Gavin Selerie

gavin selerie

When I was born in 1949 the midwife nicknamed me ‘the little professor’. Was I screwing up my eyes, dazzled by light, or beginning to stare intently at a new world? Babies focus best on objects a foot or so away, which is still my mode of reading. I was educated at Haileybury and took the History entrance to Oxford, being awarded an Open Law Scholarship. Seeking a more creative direction, I switched to English at the end of my second term, which involved a lot of catching up. My tutors at Lincoln included Cicely Palser Havely for the Renaissance period, Nicholas Havely for Middle English and, in my final year, Stephen Gill for Romantic and Victorian literature.

Although the college-based tutorial system is rightly valued for close communication, the operations of the English Faculty should be recognized as equally significant. During the period 1968-1971 I attended many useful lectures. Northrop Frye on Blake was particularly inspiring; the audience spilled onto the aisle steps, packed in a way that would not be allowed under today’s health and safety regulations. Francis Warner, who lectured on Yeats, Pound, Joyce and Beckett, had something of a cult following. I particularly valued his account of the relationship between Picasso and modernist literature. John Jones, who like me had moved from the Law to Literature, delivered a series called ‘Six Anniversaries’, embracing Hegel, Beethoven, Wordsworth and Dickens. The links between different cultural spheres were fascinating. In a different way, I appreciated E.J. Dobson’s lectures on the language of The Tempest. A seemingly dry topic, covered in minute detail, came marvellously alive.

It was a heady time to be at university and Oxford, despite its traditional image, had an active countercultural scene. I saw experimental films in the basement of the Museum of Modern Art, went to the first Women’s Liberation conference at Ruskin College (featuring a young Germaine Greer), and got involved with radical politics, including an anti-racism campaign and attempts to make the university more democratically accountable. Parker’s bookshop stocked work by linguistically innovative poets, such as Barry MacSweeney, whom I’d heard read during his candidacy for the poetry professorship. Beyond the city I got to know the Oxfordshire countryside and the stamp of this is evident in poems I’ve written about Great Tew, Ditchley and the Devil’s Quoits.
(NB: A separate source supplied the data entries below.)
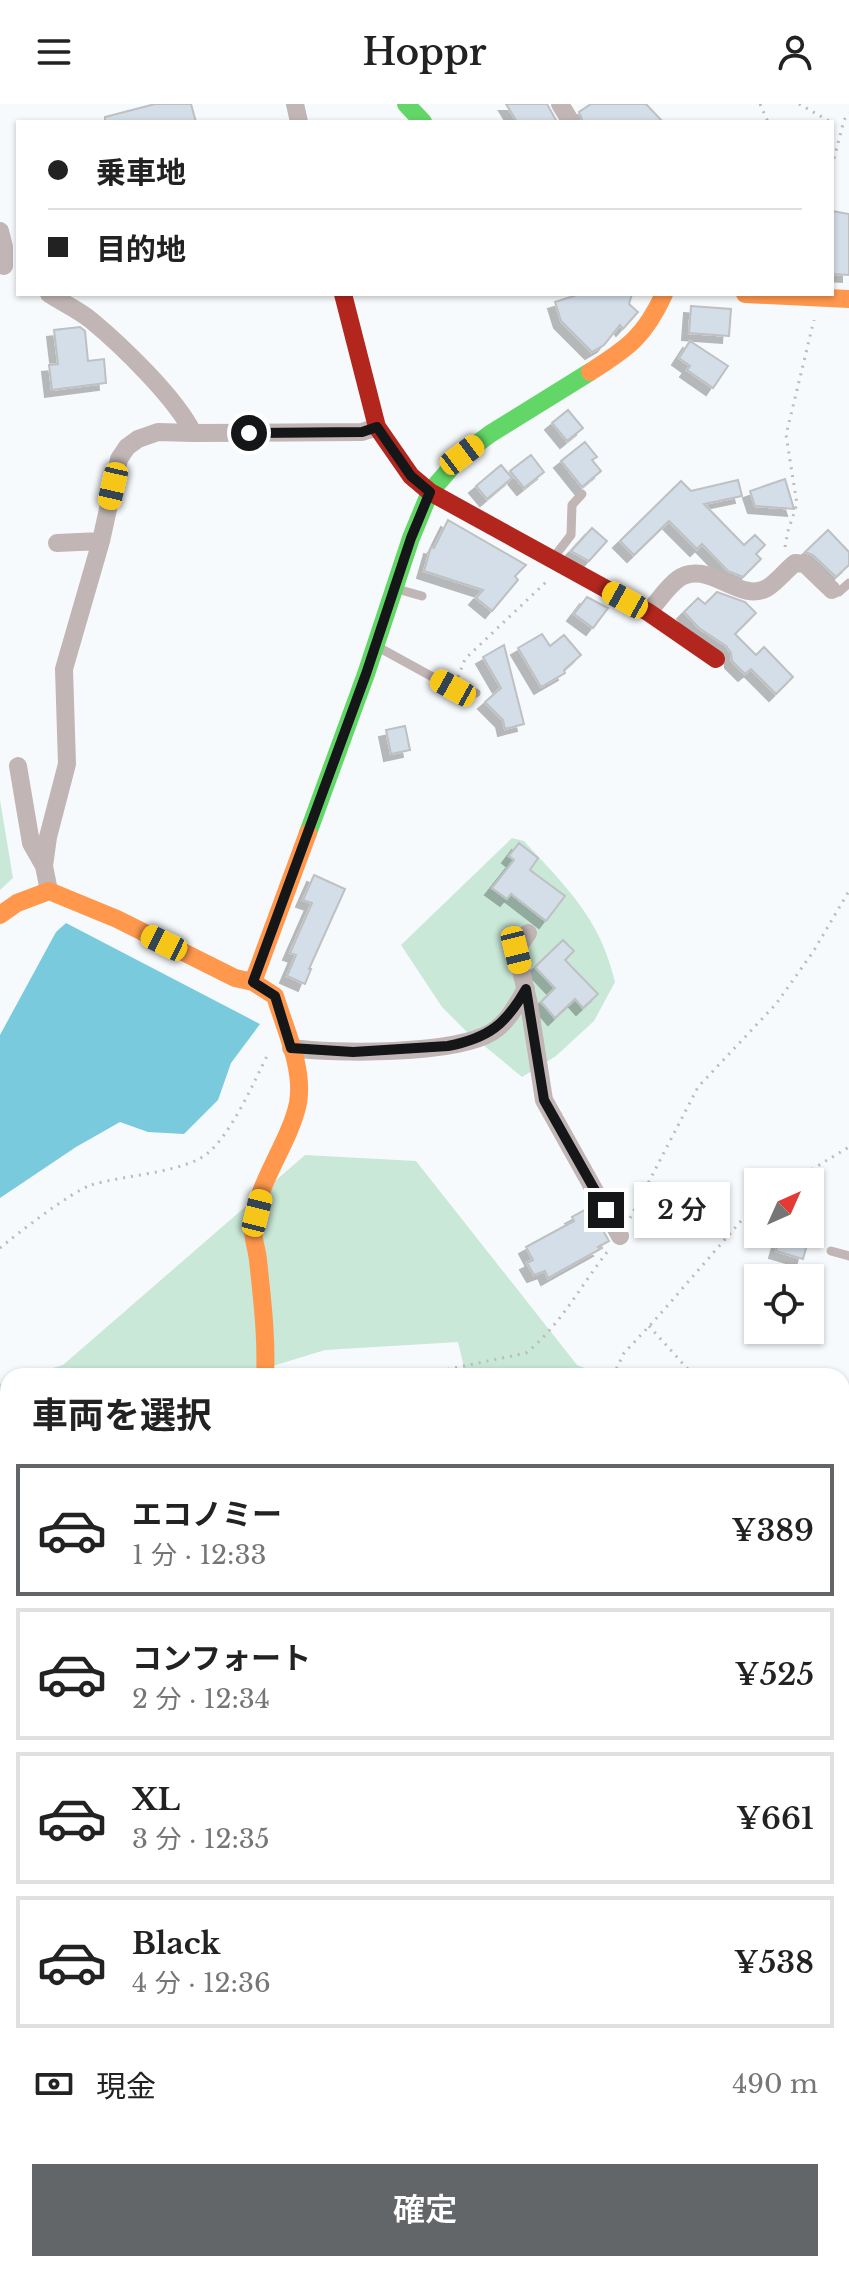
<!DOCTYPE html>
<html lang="ja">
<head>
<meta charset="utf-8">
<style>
	:root { --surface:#fff; --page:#f2f2f2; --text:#222; --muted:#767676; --line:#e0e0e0; --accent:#636668 }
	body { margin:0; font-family:"Libre Baskerville","Noto Sans JP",serif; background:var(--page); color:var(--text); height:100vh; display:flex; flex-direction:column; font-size:30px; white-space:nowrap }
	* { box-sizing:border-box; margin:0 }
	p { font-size:26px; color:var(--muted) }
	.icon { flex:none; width:44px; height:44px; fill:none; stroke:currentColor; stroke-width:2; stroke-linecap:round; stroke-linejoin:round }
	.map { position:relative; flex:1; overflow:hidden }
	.panel { position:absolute; left:0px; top:1264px; width:850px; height:904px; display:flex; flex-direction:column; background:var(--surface); border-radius:24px 24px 0 0; box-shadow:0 2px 6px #0004 }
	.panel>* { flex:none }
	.banner { position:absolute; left:16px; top:16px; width:818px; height:176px; border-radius:0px; box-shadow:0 2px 6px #0004; display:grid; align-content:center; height:176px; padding:0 32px; background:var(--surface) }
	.needle { width:52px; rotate:45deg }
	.tools { position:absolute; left:744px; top:1064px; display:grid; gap:16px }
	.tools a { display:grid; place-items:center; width:80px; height:80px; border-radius:0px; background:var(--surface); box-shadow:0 2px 6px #0004; font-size:40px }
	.end { position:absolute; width:36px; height:36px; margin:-18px; border:10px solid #141618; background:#fff; box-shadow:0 0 0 4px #fff }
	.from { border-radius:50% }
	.bubble { position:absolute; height:56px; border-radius:0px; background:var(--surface); box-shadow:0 2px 6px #0004; font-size:26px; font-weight:600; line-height:56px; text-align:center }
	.car { position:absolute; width:24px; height:48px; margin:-24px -12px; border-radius:10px; box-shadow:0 0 6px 2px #0007; background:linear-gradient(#f5c518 24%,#345 0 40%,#f5c518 0 76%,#345 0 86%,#f5c518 0) }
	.banner b { display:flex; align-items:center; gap:28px; height:76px; font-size:30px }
	.banner b+b { border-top:2px solid var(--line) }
	.banner i { width:20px; height:20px; background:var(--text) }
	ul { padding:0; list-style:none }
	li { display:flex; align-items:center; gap:24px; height:132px; margin:0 16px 12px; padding:0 16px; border:4px solid var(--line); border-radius:0px }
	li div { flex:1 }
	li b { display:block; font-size:30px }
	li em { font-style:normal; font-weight:600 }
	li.on { border-color:var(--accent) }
	li>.icon { width:72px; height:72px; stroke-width:1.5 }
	h2 { padding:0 32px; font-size:36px; line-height:96px }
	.pay { display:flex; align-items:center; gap:20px; height:88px; padding:0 32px; font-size:30px }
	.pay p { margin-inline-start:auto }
	.cta { display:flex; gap:16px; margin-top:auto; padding:16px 32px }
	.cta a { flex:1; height:92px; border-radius:0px; background:var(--accent); color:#fff; font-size:32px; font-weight:600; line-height:92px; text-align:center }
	header { display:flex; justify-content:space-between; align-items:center; height:104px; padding:0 32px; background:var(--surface); font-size:36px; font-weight:600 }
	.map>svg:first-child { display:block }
	.green { fill:#c9e8d7 }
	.water { fill:#78cadc }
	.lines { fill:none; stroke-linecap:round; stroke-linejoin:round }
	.stream { stroke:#78cadc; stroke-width:5 }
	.building { fill:#d3dee8; stroke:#bec0c2; stroke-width:2; filter:url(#shadow) }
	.path { stroke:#bfb9ba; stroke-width:3; stroke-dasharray:2 6; stroke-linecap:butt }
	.lane { stroke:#c1b5b5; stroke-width:9 }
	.street { stroke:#c1b5b5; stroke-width:18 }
	.fast { stroke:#63d668; stroke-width:18 }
	.slow { stroke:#ff974d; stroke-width:18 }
	.jam { stroke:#b3261e; stroke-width:18 }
	.route { stroke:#141618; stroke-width:10 }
</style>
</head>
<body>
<header><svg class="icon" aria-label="menu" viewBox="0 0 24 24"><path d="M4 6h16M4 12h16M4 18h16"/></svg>Hoppr<svg class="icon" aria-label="person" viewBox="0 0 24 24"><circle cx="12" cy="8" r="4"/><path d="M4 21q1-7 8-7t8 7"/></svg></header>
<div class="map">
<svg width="849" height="2168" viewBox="0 0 849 2168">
	<defs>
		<filter id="shadow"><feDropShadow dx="-7" dy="7" stdDeviation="0" flood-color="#0004"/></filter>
	</defs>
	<rect width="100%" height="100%" fill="#f7fafc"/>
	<path class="green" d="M 0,696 L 13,774 L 0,786 Z
		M 512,734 L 524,737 C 567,784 600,814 615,878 L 594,917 L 556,952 L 522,973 L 465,926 L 442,903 L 401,841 Z
		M 305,1051 L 416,1057 L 577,1261 L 605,1272 L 466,1272 L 458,1238 L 325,1246 L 240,1272 L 25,1272 L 63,1261 Z
		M 8,1277 L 8,1371 L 0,1396 L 0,1280 Z
		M 842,1386 L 849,1391 L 849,1485 L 842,1495 Z"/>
	<path class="water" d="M 66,819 L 260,920 L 231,959 L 218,996 L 184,1030 L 148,1028 L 120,1018 L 76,1043 L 0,1094 L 0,931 L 56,828 Z"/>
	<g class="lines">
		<path class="stream" d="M 842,1960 L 849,1963
			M 0,2074 L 8,2075"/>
	</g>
	<path class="building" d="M 155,0 L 191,0 L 196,18 L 105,18 L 105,13 Z
		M 506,0 L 547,0 L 557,18 L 517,18 Z
		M 591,0 L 646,0 L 663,18 L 583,18 L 579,8 Z
		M 832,107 L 849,110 L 849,171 L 832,170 Z
		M 580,190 L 632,190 L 629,200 L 638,208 L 623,225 L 620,221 L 604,241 L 592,248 L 561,217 L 555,198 Z
		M 691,202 L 731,205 L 729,232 L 689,229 Z
		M 80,223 L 85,227 L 88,257 L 104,255 L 106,279 L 52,286 L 49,261 L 58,260 L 54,226 Z
		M 690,237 L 728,262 L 713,284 L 687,266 L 690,262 L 679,254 Z
		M 568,306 L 583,324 L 567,337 L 552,319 Z
		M 585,338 L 597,353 L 592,356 L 601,367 L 582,383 L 561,357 Z
		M 531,351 L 544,368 L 524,384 L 510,367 Z
		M 501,361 L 512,374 L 487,395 L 476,382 Z
		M 785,375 L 794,405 L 755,402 L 750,387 Z
		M 738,376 L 742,392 L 704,400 L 744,441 L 755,431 L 765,441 L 756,450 L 761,455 L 743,473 L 728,467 L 702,440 L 697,445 L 669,417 L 634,451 L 620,437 L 681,377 L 691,387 Z
		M 448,416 L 526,461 L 515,472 L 518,476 L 492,507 L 476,494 L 483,486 L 424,467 L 431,443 L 434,444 Z
		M 592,424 L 607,437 L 589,457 L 571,447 Z
		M 828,426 L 849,448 L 849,461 L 836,473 L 813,451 L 805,448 Z
		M 717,488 L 745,498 L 756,509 L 735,530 L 756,551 L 764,543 L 793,573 L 776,590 L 751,565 L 745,570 L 732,557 L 731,549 L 726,542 L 699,524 L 684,508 L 698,494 L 705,500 Z
		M 587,493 L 608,504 L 593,524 L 574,510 Z
		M 542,530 L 550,542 L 564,531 L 581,551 L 564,566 L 565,569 L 541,583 L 518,544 Z
		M 504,541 L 524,620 L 505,625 L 503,616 L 485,598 L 501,584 L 483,553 Z
		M 405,622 L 410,646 L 391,650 L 386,626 Z
		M 519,739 L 538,754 L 530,766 L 565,792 L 546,817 L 511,790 L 507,795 L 492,784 L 514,756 L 509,752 Z
		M 314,771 L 345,785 L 309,865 L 311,865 L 305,880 L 287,872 L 296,851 L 290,849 L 312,799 L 303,796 Z
		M 563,836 L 574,847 L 565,856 L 598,890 L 583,904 L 575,895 L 555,914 L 541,898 L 555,884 L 535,863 Z
		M 590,1103 L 609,1137 L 598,1143 L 600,1145 L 548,1174 L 545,1167 L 534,1171 L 527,1159 L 533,1156 L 526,1143 L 574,1117 L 572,1113 Z
		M 781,1130 L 810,1130 L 803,1155 L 776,1147 Z"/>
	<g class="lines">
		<path class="path" d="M 760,0 L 768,18
			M 799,0 L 831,18
			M 832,62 L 844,16 L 849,9
			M 785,443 L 788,427 L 797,400 L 786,331 L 814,216
			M 458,573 L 465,555 L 547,477
			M 791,1078 L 849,1043
			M 630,1114 L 698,983 L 776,900 L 813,848 L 849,787
			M 0,1144 C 18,1129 71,1088 91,1081 C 123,1071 184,1069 208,1049 C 231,1030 254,978 268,950
			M 649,1222 L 694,1272
			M 416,1272 L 526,1249 C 560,1222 581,1181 608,1147
			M 613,1272 L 624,1249 L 655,1216 L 747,1110 L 758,1102
			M 0,2042 L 8,2041
			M 842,2140 L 849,2142
			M 416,2160 L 422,2168
			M 164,2168 L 220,2160
			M 328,2168 L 343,2160"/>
		<path class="lane" d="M 554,453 L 571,431 L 572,401 L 582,390
			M 397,485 L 422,492
			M 832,486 L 839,488 L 849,479
			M 378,543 L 460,588 L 476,589
			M 831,1147 L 849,1152
			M 0,1574 L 8,1572
			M 0,1905 L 8,1901"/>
		<path class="street" d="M 295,0 L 299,18
			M 560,0 L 571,18
			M 0,127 L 4,143 L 4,162
			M 49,190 C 63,199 79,206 92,217 C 122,242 176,294 193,329 L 362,328 L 377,323
			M 57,439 L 101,437 L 119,355 L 127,343 L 138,335 L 158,328 L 193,329
			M 648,508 C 658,498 666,484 678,475 C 707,454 740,500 767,484 C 777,478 785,467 795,459 L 805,460 L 832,486
			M 18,662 L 31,739 L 44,762
			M 49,787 L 44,762 L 48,733 L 67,660 L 64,565 L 101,437
			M 528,829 L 516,846 L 529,900 L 544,996 L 620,1132
			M 291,944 C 336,950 454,951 492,928 C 508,918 517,900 526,885
			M 842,1773 L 849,1775
			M 0,1929 L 8,1927"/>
		<path class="fast" d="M 406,0 L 423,18
			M 308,729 L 366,570 L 411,434 L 430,388 L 462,351 L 490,330 L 590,268"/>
		<path class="slow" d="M 745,190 L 849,195
			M 590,268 C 628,244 645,232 664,190
			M 0,811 L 17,799 L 49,787 L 117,815 L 235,874 L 253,878 L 308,729
			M 253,878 L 275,892 C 285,925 304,964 298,999 C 289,1042 254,1081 253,1126 C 253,1135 257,1146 258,1156 C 262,1194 267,1234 265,1272"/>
		<path class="jam" d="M 343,190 L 377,323 L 411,372 L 430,388 L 648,508 L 716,555"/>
	</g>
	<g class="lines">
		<path class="route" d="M 249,329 L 362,328 L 377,323 L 411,372 L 430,388 L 411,434 L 366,570 L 253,878 L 275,892 L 291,944 L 353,948 L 448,942 C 489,934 506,920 526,885 L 544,996 L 606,1106"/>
	</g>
</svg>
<div class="tools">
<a><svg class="needle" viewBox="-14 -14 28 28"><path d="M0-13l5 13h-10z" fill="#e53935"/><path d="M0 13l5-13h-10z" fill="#767676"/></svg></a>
<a><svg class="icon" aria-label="locate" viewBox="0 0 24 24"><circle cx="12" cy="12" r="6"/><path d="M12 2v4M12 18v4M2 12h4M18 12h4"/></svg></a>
</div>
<i class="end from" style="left:249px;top:329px"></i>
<i class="end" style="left:606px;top:1106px"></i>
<div class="bubble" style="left:634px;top:1078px;width:96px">2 分</div>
<i class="car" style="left:462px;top:351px;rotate:53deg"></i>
<i class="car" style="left:113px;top:382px;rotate:193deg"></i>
<i class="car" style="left:625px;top:496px;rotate:299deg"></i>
<i class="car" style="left:453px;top:584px;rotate:299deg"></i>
<i class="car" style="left:164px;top:839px;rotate:296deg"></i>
<i class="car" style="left:516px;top:846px;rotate:166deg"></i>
<i class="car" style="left:257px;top:1109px;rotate:14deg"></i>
<div class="banner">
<b><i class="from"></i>乗車地</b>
<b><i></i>目的地</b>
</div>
<section class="panel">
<h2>車両を選択</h2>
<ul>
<li class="on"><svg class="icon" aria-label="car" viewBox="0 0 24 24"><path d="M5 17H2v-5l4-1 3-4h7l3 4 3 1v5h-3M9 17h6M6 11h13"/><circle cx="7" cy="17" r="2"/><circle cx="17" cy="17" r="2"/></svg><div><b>エコノミー</b><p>1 分 · 12:33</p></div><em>¥389</em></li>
<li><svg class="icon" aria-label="car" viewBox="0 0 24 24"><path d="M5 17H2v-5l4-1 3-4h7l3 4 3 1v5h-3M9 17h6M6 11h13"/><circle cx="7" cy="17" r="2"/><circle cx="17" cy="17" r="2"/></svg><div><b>コンフォート</b><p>2 分 · 12:34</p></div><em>¥525</em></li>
<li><svg class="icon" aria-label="car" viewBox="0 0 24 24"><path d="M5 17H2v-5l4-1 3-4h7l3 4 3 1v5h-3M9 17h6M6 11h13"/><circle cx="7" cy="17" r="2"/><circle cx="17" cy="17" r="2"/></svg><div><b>XL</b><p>3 分 · 12:35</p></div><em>¥661</em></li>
<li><svg class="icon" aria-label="car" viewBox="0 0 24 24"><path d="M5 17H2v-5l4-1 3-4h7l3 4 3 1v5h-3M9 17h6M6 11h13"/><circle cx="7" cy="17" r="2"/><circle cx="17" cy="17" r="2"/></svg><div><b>Black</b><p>4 分 · 12:36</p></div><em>¥538</em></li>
</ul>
<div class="pay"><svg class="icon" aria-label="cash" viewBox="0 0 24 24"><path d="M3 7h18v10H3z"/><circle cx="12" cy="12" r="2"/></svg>現金<p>490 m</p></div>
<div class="cta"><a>確定</a></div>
</section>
</div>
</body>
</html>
I considered working for a publisher, but one company implied that my view of the trade was too idealistic. Another publisher suggested I would have to hawk books around Africa for five years to prove my worth. Involvement with an artistic network rooted in Britain and North America rendered this awkward. Instead, postgraduate work at University of York confirmed me in the path I took as a writer and lecturer in adult education. Over a period of thirty years teaching at various universities and colleges, I tried to encourage differences of approach, so that a given text could be seen from a variety of viewpoints. Perhaps my early legal training contributed to this. A course I taught on song lyrics from the Border Ballads through Wyatt and Byron to Dylan and Joni Mitchell aroused much interest. I have stayed in touch with some students. Several went on to become prominent journalists and one became a leading music producer. Meanwhile, as a writer, I learned to combine structural innovation with directness of expression. Ian McMillan of The Verb (Radio 3) has described this work as ‘restlessly experimental’, while also praising ‘accuracy’ in description of place and ‘tender lyric[ism]’ in the portrayal of relationships. In recognition of such qualities I have received support from the Arts Council for three projects.   

What I’ve carried with me, in particular, from Oxford is a spirit of inquiry that involves much probing and the patience to find new angles. A storehouse of ideas helped to shape future work. At Birkbeck, University of London, I was called upon to teach literature from the medieval period to the present, with occasional forays back to Classical verse in translation. Similarly, my own writing draws on a broad range of historical and cultural resources. Early modern Oxford and the exploration of the New World by Thomas Harriot, Ralegh and others, is evoked in my book Hariot Double (2016). Le Fanu’s Ghost (2006) is an account of interrelated families and a journey through Irish history. A critic, approving the method, has described Azimuth (1984) as having ‘a centre in a dozen different places.’

——

Gavin Selerie has published many books and critical essays, including Music’s Duel: Selected Poems and Collected Sonnets. An in-depth interview, Into the Labyrinth, is available for download online. He is currently writing a sequence on the pandemic and a memoir of America, 1968. His literary papers, including journals from the undergraduate period, will be preserved at Lincoln College Archives.